Phishers continued to target shared virtual servers as a means to propagate their attacks during the second half of 2013, according to the Anti-Phishing Working Group (APWG).
In the group’s latest report on global phishing trends, APWG researchers reported that 18 percent of all phishing attacks worldwide could be attributed to the activity.
“In this attack, a phisher breaks into a web server that hosts a large number of domains – a ‘shared virtual server,’” according to the report. “Then he uploads one copy of his phishing content and updates the web server configuration to add that content to every hostname served by that server. Then all web sites on that server display the phishing pages. Instead of hacking sites one at a time, the phisher often infects hundreds of web sites at a time, depending on the server.”
During the second half of last year, APWG identified 178 mass break-ins of this type, resulting in 20,911 phishing attacks around the world. Though there were more break-ins in the second half of 2013, they resulted in roughly the same number of attacks as in the first six months of the year.
“Breaking into such hosting is a high-yield activity, and fits into a larger trend where criminals turn compromised servers at hosting facilities into weapons,” the report noted. “Hosting facilities contain large numbers of often powerful servers, and have large “pipes” through which large amounts of traffic can be sent. These setups offer significantly more computing power and bandwidth than scattered home PCs.”
There are a number of ways these attacks are taking place, explained Rod Rasmussen, president and chief technology officer of Internet Identity (IID).
“We’ve seen standard tools sold in criminal underground forums that allow you to set parameters to scan for vulnerable sites/servers,” he said. “Typically, there are either known plugin vulns [vulnerabilities] that can get you in and then other tools to raise privileges. Even more annoying is that many of these break-ins aren’t from vulns, but from sloppy admin work, where either default or weak passwords are put in place by the webserver manager or inexperienced site admins.”
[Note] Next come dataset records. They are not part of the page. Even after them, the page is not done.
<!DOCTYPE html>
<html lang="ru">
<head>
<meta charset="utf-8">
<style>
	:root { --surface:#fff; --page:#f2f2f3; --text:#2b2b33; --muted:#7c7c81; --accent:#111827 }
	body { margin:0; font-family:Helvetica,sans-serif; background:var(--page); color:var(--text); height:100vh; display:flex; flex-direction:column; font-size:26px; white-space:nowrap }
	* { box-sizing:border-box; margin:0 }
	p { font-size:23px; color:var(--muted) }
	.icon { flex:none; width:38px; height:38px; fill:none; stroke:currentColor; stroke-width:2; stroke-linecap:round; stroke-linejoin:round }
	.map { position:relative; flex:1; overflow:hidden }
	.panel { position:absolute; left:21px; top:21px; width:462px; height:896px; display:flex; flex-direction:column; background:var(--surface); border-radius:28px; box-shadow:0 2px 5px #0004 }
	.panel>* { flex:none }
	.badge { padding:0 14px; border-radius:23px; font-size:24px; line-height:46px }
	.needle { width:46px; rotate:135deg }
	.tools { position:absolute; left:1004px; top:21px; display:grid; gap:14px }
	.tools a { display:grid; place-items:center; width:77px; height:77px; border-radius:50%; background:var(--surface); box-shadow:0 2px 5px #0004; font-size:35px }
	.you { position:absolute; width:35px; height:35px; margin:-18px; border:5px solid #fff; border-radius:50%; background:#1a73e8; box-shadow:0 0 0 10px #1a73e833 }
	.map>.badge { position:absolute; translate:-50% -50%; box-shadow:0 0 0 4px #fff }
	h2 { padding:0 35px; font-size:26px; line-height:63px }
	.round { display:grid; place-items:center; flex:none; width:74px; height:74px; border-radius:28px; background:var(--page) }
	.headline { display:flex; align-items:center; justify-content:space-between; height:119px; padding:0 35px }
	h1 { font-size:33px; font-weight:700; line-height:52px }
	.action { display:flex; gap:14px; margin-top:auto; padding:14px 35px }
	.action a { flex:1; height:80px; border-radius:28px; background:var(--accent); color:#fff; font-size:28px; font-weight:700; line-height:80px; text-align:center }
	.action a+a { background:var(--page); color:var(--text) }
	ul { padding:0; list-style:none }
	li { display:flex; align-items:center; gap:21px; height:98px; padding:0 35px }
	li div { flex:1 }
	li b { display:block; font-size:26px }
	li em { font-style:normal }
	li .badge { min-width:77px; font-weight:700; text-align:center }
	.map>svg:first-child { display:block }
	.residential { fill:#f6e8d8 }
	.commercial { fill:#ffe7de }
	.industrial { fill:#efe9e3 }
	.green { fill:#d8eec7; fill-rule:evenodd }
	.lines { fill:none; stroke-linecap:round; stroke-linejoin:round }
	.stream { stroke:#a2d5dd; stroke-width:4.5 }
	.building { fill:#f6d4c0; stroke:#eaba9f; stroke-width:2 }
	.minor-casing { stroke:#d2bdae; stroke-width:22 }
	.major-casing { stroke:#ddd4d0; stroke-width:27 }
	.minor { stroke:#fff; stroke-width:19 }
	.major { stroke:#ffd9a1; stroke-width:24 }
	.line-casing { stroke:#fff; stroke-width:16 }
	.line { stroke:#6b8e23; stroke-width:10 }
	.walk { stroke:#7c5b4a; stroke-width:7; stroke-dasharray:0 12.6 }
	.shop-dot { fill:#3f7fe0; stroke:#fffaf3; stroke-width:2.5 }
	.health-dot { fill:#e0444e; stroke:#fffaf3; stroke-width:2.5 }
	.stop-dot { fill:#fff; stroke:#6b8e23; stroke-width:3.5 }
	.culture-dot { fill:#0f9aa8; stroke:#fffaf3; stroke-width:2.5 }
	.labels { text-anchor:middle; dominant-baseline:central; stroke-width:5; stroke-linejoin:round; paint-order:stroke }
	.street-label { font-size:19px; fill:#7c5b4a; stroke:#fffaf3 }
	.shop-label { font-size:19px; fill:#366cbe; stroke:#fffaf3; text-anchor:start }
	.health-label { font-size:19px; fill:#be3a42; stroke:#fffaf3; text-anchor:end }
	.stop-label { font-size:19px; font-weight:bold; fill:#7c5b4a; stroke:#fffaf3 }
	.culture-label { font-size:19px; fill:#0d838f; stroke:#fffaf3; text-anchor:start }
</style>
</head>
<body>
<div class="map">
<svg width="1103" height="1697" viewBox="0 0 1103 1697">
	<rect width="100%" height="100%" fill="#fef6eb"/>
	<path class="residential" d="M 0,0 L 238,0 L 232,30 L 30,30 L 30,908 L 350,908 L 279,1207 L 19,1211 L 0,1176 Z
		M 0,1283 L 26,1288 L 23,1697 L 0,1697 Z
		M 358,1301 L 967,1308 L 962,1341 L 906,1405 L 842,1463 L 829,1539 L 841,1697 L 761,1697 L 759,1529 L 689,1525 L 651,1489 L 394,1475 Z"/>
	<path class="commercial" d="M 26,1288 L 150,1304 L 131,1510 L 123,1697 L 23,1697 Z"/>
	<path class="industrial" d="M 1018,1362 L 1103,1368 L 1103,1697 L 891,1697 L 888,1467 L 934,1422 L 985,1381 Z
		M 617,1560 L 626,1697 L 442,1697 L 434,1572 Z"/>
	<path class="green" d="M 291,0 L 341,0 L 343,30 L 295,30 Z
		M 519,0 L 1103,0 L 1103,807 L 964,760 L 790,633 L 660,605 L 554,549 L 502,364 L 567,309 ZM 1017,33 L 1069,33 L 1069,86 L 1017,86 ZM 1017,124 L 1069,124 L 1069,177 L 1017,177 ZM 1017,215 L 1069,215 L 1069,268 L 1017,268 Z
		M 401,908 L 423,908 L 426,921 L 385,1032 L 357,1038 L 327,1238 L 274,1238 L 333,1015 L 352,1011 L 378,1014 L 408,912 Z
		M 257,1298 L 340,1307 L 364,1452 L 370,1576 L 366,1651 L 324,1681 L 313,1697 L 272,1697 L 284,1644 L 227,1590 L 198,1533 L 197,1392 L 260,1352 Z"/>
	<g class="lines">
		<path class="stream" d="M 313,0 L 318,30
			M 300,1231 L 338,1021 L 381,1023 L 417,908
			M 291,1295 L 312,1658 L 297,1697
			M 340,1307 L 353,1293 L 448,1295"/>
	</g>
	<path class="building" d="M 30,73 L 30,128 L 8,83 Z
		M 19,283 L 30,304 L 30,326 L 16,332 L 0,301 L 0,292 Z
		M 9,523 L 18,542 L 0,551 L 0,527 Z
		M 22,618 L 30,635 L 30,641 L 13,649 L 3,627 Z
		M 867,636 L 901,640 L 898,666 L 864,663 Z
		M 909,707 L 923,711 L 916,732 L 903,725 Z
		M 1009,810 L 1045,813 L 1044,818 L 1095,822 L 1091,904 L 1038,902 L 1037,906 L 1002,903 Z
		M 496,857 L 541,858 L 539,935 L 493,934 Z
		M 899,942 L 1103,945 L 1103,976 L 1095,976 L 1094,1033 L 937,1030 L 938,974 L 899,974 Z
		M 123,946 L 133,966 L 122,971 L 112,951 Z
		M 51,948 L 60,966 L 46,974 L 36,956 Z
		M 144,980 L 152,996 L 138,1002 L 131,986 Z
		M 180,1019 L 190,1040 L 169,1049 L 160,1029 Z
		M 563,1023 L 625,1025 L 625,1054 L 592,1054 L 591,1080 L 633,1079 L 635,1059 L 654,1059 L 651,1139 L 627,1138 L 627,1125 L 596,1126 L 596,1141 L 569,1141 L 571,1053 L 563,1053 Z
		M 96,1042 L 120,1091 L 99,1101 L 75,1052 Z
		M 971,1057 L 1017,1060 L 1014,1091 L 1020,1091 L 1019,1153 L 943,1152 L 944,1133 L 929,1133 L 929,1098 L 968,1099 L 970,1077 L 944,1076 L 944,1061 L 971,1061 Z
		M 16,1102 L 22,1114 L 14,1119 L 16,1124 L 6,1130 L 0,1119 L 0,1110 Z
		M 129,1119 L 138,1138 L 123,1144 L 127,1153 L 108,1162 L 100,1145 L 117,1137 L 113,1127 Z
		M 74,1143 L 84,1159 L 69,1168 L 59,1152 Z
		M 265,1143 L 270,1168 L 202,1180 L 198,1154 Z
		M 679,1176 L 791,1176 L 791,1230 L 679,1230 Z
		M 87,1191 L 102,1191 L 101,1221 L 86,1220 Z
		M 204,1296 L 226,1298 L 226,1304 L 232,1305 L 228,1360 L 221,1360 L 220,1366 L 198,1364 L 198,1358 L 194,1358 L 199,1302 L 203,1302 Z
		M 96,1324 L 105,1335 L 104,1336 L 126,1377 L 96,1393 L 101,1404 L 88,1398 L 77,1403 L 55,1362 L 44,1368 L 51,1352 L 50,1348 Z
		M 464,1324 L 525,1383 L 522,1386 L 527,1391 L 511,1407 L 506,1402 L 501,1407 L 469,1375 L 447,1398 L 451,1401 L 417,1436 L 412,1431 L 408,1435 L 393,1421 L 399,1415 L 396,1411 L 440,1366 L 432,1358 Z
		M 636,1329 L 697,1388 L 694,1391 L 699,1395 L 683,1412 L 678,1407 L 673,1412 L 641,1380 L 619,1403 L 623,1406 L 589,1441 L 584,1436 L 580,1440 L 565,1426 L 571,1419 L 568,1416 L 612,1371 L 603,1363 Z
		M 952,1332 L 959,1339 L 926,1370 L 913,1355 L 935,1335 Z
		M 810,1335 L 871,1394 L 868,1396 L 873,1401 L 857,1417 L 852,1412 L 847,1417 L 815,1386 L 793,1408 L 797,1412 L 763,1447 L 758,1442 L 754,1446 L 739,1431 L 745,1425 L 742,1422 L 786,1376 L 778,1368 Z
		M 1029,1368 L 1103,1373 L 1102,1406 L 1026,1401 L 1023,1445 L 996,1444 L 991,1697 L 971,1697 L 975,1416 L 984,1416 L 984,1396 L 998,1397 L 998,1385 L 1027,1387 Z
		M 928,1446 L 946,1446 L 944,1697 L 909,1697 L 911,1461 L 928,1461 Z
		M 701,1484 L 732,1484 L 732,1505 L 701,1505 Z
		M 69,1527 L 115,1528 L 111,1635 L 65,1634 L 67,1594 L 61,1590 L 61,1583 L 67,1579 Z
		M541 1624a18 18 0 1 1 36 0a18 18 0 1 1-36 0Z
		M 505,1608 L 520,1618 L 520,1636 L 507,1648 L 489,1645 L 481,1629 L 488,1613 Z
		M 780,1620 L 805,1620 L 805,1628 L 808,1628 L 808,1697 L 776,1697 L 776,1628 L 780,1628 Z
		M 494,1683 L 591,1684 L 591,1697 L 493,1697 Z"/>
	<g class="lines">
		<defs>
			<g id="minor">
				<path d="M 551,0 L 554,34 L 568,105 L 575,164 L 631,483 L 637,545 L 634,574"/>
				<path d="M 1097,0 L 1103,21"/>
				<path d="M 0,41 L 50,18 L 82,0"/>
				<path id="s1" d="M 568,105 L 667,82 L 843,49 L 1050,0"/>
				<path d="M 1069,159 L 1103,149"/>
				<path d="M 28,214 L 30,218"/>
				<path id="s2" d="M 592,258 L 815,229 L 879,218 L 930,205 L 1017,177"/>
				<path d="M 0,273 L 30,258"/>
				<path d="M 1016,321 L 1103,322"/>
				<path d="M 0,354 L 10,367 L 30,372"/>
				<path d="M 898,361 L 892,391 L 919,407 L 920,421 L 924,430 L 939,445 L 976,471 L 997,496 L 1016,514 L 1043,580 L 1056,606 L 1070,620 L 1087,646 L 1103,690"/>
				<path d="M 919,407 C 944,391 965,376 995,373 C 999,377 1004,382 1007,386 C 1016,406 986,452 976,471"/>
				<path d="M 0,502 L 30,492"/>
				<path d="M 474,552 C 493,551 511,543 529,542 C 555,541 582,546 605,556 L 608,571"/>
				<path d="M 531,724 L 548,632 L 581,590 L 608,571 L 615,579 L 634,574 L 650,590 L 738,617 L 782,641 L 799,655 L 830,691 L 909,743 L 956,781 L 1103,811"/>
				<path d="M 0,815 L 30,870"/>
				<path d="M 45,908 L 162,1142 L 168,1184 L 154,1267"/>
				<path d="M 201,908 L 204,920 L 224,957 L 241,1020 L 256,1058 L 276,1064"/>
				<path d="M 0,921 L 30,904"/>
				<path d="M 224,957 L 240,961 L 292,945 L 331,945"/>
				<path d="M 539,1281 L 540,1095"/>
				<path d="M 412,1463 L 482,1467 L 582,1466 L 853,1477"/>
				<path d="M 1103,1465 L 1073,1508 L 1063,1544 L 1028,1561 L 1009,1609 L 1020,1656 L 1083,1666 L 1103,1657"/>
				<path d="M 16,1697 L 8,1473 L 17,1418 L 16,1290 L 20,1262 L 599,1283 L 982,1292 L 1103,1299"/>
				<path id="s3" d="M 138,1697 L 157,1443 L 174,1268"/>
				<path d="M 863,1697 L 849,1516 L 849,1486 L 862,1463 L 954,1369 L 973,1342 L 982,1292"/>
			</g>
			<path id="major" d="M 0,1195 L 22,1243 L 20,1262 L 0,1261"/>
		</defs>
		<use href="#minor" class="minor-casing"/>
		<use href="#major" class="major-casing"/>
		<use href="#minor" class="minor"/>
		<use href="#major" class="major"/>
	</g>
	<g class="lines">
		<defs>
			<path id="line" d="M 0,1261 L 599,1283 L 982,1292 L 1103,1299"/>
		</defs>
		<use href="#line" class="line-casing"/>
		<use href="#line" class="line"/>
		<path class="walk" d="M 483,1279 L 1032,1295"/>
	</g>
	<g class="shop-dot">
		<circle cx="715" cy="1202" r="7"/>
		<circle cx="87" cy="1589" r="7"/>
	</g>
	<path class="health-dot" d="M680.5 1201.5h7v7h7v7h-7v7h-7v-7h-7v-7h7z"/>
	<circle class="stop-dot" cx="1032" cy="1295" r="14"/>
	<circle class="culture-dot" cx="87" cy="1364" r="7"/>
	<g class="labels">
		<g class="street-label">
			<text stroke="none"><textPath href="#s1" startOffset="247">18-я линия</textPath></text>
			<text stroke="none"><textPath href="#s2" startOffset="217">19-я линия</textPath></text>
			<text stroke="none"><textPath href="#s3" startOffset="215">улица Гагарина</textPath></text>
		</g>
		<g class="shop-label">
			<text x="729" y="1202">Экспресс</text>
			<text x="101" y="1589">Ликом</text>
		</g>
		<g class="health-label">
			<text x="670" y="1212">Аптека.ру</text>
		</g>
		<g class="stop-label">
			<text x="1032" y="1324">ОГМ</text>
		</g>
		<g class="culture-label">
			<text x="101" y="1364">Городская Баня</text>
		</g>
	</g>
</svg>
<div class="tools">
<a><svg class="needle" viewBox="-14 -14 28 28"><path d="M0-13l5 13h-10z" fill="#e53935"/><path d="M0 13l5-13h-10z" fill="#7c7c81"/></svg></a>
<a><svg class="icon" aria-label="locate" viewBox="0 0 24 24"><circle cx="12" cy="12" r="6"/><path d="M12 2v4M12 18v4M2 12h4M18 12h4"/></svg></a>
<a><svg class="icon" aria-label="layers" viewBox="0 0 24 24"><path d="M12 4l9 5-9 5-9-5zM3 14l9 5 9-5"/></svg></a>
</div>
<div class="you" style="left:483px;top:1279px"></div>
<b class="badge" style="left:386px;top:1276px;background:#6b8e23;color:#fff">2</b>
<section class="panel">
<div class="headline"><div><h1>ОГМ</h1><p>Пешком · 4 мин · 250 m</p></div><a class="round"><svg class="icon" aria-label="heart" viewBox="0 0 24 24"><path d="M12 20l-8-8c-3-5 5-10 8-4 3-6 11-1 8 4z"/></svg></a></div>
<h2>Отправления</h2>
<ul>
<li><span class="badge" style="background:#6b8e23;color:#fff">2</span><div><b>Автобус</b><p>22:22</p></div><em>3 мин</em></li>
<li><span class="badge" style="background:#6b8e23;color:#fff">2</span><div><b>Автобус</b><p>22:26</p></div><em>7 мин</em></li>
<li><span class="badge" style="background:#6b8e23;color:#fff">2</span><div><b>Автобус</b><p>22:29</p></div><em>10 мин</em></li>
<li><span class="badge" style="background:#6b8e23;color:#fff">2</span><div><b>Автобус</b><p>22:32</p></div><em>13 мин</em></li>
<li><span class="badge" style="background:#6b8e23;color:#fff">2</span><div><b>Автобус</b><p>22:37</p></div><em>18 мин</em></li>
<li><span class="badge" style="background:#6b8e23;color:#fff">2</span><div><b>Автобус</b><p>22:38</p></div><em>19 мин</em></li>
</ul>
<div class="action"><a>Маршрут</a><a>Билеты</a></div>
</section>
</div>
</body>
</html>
“There are also services that gather up blocks of compromised servers and then sell them on underground forums, so you don’t have to crack boxes at all to get resources,” he noted. “Finally, we’re sure that people have built custom tools for themselves as well, but those don’t show up on the forums.”
In general, better operational security is what’s needed, but many casual users may not know how to do that – nor should they have to, he argued.
“The responsibility probably needs to come back to the hosting companies to do more monitoring, hardening, testing, etc,” he said. “It is pretty easy to detect brute-force logins against your entire client base [and] detect that all of a sudden Nigerian IPs are being used to manage websites on your servers when they never have been, or to scan for vulnerable apps/plugins on your own infrastructure. Many hosting companies do these things and they don’t end up with problems like being black listed for e-mail, customer support calls or [law enforcement agencies] knocking on the door to seize servers.”